1. Mantenimiento regular
Un coche eléctrico requiere menos mantenimiento, pero no está exento de revisiones. Un mantenimiento adecuado garantiza que todos los componentes eléctricos y de refrigeración, incluidos los sistemas que gestionan la batería, funcionen correctamente.
Te recomendamos seguir las indicaciones del fabricante y realizar las revisiones periódicas. Descubre más en nuestro post sobre el mantenimiento del vehículo eléctrico.
2. Evita las altas temperaturas para tu vehículo
Las temperaturas extremas afectan al rendimiento de la batería:
- El frío reduce su autonomía de forma temporal.
- El calor excesivo (por encima de 40 °C) puede degradar sus componentes de manera permanente.
Por ello, especialmente en verano, es aconsejable aparcar el coche en zonas de sombra o en garajes para proteger la batería.
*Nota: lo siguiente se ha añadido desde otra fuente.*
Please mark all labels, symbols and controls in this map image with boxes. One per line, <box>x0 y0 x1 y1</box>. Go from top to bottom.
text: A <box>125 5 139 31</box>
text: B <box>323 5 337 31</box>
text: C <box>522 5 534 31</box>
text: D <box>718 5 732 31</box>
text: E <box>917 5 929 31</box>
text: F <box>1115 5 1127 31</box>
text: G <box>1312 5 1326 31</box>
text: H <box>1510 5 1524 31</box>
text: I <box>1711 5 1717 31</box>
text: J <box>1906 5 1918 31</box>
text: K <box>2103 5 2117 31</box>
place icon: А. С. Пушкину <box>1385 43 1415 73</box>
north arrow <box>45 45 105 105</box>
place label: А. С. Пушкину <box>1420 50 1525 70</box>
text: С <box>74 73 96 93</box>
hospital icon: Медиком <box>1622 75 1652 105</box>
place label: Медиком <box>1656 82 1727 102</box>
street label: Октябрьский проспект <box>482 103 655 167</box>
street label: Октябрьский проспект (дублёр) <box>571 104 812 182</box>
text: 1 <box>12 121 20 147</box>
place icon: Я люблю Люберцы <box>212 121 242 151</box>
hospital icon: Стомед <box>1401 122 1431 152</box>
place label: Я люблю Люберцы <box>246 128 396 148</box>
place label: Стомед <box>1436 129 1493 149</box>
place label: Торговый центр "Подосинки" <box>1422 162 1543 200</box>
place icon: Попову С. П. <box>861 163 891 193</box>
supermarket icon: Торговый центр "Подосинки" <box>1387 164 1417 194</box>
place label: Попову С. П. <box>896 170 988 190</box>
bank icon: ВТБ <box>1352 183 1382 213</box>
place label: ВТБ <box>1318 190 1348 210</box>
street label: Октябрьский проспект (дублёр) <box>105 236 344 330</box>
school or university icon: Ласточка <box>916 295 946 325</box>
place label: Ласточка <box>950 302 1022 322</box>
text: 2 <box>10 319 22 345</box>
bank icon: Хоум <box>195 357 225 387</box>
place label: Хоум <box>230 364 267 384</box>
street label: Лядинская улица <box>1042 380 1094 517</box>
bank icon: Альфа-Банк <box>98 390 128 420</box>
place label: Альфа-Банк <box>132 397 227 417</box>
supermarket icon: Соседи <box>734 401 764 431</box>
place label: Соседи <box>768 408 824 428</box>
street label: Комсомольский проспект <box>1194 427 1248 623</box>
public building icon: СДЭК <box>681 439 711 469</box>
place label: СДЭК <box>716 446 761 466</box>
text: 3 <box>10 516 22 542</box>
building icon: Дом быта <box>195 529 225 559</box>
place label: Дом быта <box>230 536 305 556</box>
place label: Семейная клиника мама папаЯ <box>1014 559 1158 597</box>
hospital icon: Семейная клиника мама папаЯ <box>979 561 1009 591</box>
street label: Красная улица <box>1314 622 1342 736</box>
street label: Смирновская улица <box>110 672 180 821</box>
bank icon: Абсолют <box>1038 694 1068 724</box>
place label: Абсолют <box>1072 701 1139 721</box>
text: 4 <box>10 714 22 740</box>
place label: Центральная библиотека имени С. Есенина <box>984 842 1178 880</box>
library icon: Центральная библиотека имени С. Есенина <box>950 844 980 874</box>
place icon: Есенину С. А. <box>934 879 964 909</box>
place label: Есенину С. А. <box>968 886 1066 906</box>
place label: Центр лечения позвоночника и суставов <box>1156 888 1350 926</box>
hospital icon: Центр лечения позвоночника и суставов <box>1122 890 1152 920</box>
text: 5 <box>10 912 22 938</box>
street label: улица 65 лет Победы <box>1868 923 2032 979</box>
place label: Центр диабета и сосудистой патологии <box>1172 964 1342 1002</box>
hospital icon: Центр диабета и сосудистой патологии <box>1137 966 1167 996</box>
La temperatura ideal para su funcionamiento óptimo es de alrededor de 25 °C.
3. Conduce eficientemente
Una conducción suave y progresiva, además de aumentar la autonomía, también cuida la batería.
- Evita acelerones y frenazos bruscos.
- Anticípate al tráfico
- Utiliza el modo "ECO" de tu vehículo siempre que sea posible.
Estas prácticas reducen la demanda de energía y, por tanto, el estrés sobre la batería.
4. Aprovecha la frenada regenerativa
La mayoría de los coches eléctricos cuentan con un sistema de frenada regenerativa. Al levantar el pie del acelerador o pisar el freno, el motor eléctrico invierte su funcionamiento y convierte la energía cinética del movimiento en energía eléctrica, que se almacena de nuevo en la batería.
Aprovechar al máximo esta función te permite recuperar algo de autonomía y reduce el desgaste de los frenos y de la propia batería, ya que disminuye la necesidad de realizar ciclos de carga completos.